Worrying that the survivors’ movement has failed to “embrace a rational approach to its suffering,” Khullar offers his assurance that “clinicians and researchers [have] devoted their careers, however imperfectly, to helping patients.” The challenge for patients is therefore to trust their doctors and suspend their obstinate misgivings. “Dogma obscures data,” he says, and “when skepticism becomes taboo, progress grows more difficult.” If medical dogma itself has ever obstructed progress – note: it has – Khullar does not mention it.
Responding to criticism on Twitter, Khullar explained that his goal had been “to describe the challenges of diagnosing a new medical condition—not to cast doubt on whether it exists.” That will come as good news to many readers, including those who were dismayed by his patronizing reference to “people who say they suffer from chronic-fatigue syndrome,” a condition actually recognized as a “serious, chronic, complex, and multisystem disease” in a 2015 report by the U.S. Institute of Medicine.
Today’s doctors are formally taught, as Khullar puts it, that patients should have a “stronger presence . . . as authentic partners in the project of improving the human condition.” Those are noble sentiments, but they tend to give way in practice.
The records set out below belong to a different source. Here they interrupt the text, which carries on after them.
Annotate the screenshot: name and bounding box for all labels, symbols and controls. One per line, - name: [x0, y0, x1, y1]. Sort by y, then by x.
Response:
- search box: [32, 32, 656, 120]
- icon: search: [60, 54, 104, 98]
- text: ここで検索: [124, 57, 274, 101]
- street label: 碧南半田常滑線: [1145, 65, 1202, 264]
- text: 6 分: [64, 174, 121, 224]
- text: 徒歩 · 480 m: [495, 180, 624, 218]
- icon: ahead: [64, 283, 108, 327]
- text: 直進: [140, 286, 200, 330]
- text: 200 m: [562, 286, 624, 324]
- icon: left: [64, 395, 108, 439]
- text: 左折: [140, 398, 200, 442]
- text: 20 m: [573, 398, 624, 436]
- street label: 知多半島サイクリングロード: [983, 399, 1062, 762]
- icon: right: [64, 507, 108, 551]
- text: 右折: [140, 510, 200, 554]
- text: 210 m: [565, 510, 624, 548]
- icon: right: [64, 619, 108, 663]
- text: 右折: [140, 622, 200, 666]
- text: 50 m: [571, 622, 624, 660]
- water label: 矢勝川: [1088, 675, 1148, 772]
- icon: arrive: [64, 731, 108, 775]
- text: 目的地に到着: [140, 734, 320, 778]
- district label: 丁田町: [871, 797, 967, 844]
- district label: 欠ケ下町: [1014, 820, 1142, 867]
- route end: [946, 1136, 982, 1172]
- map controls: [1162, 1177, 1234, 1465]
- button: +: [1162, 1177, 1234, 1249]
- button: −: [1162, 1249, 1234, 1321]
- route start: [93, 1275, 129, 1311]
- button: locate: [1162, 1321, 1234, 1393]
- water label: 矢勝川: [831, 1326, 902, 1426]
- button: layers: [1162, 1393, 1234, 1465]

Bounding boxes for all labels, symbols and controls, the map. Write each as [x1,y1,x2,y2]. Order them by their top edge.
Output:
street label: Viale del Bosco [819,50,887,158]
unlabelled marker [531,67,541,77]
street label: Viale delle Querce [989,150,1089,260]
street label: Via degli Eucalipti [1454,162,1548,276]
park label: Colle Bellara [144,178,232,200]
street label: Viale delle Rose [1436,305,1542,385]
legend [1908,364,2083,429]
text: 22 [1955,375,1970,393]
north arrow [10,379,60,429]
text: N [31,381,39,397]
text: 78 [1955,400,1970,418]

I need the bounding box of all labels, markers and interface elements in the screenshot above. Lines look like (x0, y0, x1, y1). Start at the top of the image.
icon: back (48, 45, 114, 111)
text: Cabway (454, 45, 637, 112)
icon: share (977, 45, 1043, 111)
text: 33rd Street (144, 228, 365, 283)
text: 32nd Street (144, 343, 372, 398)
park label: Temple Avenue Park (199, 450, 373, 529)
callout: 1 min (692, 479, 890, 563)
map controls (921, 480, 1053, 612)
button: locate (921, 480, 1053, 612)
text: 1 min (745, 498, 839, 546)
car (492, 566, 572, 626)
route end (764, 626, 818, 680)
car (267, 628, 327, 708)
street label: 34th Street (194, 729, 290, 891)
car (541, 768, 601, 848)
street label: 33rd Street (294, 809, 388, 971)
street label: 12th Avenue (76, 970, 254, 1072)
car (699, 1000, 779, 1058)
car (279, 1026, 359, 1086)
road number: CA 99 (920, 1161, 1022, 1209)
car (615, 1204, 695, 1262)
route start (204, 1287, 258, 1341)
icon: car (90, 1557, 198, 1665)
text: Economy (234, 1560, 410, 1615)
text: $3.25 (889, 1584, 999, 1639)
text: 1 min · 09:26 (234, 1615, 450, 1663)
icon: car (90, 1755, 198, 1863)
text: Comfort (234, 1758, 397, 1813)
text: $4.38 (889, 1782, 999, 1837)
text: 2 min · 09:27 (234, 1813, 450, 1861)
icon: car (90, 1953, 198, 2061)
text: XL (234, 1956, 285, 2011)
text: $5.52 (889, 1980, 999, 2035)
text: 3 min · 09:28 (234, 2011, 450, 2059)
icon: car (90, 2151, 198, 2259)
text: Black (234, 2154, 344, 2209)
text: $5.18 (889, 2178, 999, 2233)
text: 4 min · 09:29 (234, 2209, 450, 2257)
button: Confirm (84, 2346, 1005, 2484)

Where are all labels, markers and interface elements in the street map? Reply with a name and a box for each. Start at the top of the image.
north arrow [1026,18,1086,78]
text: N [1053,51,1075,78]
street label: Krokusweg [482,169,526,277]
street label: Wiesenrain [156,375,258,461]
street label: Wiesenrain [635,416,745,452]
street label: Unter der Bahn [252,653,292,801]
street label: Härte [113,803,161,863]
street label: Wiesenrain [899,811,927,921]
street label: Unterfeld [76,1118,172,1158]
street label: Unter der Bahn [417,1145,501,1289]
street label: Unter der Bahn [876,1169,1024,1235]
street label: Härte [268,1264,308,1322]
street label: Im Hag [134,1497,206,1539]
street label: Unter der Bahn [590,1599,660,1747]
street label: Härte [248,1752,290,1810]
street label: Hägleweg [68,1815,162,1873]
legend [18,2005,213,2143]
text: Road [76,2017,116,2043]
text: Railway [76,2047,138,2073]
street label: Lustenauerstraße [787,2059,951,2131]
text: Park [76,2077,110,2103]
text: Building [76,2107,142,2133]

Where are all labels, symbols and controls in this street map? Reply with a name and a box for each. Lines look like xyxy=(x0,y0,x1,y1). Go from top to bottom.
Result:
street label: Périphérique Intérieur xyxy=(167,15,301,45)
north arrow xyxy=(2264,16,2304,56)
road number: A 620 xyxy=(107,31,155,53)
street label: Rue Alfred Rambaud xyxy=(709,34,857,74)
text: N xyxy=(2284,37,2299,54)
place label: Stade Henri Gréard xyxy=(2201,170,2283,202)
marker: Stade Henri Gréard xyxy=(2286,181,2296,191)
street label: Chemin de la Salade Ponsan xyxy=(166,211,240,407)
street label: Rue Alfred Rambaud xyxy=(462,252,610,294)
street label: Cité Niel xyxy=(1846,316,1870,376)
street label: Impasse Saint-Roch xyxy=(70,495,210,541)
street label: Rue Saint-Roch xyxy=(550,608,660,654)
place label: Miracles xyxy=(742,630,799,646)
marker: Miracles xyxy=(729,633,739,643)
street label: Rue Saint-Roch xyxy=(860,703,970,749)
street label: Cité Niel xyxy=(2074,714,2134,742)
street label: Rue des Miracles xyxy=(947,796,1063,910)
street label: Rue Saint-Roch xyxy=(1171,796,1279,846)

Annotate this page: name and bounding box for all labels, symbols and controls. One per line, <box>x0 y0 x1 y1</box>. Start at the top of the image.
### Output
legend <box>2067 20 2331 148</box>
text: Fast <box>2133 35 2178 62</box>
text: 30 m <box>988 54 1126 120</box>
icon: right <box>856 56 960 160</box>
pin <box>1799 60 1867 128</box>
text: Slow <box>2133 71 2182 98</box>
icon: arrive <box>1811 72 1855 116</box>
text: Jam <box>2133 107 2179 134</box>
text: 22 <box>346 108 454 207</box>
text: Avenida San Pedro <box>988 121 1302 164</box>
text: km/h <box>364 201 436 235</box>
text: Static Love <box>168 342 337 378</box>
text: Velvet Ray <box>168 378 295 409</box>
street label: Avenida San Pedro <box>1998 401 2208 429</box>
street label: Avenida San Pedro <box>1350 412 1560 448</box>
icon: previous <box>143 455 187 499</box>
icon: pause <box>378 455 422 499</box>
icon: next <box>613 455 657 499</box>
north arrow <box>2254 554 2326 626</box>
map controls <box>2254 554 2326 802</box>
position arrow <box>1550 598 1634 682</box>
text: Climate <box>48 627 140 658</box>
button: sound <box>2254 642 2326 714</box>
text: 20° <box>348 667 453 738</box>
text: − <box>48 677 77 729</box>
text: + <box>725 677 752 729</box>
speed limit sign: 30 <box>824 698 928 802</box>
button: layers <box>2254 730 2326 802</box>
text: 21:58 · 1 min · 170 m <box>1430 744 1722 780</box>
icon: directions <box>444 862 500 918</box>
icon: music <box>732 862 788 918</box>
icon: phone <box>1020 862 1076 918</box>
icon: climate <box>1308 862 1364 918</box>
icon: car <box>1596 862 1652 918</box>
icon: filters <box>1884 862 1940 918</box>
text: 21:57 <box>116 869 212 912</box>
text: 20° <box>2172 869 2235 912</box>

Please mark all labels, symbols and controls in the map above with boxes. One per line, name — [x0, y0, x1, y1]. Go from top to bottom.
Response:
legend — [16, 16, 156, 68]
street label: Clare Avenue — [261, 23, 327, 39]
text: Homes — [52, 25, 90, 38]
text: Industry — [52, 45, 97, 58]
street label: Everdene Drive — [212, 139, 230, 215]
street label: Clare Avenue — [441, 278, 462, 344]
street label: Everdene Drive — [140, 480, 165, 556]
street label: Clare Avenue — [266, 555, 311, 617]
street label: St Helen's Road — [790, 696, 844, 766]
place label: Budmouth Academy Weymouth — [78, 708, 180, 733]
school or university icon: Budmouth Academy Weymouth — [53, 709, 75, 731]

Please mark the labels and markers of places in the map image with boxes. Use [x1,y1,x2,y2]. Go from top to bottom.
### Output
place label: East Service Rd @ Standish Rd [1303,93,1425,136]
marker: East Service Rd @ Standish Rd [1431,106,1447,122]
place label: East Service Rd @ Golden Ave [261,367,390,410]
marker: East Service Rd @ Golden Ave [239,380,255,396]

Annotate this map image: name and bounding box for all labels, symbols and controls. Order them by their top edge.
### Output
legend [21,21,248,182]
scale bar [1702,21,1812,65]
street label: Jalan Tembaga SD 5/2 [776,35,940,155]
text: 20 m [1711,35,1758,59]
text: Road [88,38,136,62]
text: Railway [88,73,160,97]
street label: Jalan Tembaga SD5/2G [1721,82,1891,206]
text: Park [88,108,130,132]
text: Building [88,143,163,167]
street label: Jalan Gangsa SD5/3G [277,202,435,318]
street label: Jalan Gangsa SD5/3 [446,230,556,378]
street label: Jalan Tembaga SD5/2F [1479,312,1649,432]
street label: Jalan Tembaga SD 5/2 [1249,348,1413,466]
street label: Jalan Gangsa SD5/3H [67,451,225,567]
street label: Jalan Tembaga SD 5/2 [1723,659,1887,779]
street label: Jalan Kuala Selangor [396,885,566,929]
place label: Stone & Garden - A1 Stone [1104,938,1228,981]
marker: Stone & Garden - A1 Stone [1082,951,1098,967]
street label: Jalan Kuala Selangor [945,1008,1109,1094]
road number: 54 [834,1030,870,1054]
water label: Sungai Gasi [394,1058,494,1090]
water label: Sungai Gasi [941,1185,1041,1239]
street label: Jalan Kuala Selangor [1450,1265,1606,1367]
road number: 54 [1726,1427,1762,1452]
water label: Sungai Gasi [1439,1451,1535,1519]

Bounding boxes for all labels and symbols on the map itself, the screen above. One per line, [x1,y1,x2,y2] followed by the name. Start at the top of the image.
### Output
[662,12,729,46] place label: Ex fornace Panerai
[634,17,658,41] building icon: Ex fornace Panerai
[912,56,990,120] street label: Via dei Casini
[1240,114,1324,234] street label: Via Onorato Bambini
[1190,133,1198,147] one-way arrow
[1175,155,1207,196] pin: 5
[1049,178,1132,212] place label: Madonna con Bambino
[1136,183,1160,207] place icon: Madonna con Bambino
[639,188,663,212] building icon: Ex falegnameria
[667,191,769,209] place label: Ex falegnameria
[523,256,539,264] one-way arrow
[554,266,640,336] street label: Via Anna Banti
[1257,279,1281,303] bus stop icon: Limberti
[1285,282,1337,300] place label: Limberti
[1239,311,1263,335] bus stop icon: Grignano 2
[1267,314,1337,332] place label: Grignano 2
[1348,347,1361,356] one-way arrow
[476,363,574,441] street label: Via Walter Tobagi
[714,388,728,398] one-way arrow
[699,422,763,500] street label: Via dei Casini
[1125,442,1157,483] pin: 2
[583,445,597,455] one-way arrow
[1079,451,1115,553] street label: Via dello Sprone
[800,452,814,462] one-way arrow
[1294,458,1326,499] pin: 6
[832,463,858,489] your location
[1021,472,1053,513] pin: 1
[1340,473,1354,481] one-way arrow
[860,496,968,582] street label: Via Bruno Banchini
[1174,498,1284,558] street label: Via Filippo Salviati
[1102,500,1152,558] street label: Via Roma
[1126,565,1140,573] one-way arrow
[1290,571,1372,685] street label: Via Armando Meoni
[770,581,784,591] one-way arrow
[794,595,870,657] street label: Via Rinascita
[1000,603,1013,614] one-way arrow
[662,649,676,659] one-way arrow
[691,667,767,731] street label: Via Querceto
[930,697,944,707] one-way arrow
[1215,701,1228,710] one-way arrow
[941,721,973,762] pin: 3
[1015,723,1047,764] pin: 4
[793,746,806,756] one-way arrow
Faced with uncertain symptoms and no clear precedents, it is understandably difficult for doctors to credit what their patients are telling them. It is so much easier to refer them to psychiatrists.
I do not doubt the benevolence of physicians like Dhruv Khullar, who sincerely wish that patients would be satisfied by their good intentions. But condescension in the name of compassion is no way to build trust.
Steven Lubet, JD, was diagnosed with chronic fatigue syndrome (ME/CFS) in 2006.
This is good, but I need to point out that attributing tooth loss to Long Covid isn’t an extreme story. Sufferers have been reporting this for over a year and several articles have been written about it. Although it hasn’t been formally studied, it’s hypothesized that it could be a result of vascular damage. I first heard of it when someone’s dentist said they’d seen a lot of post-Covid patients with brew dental problems.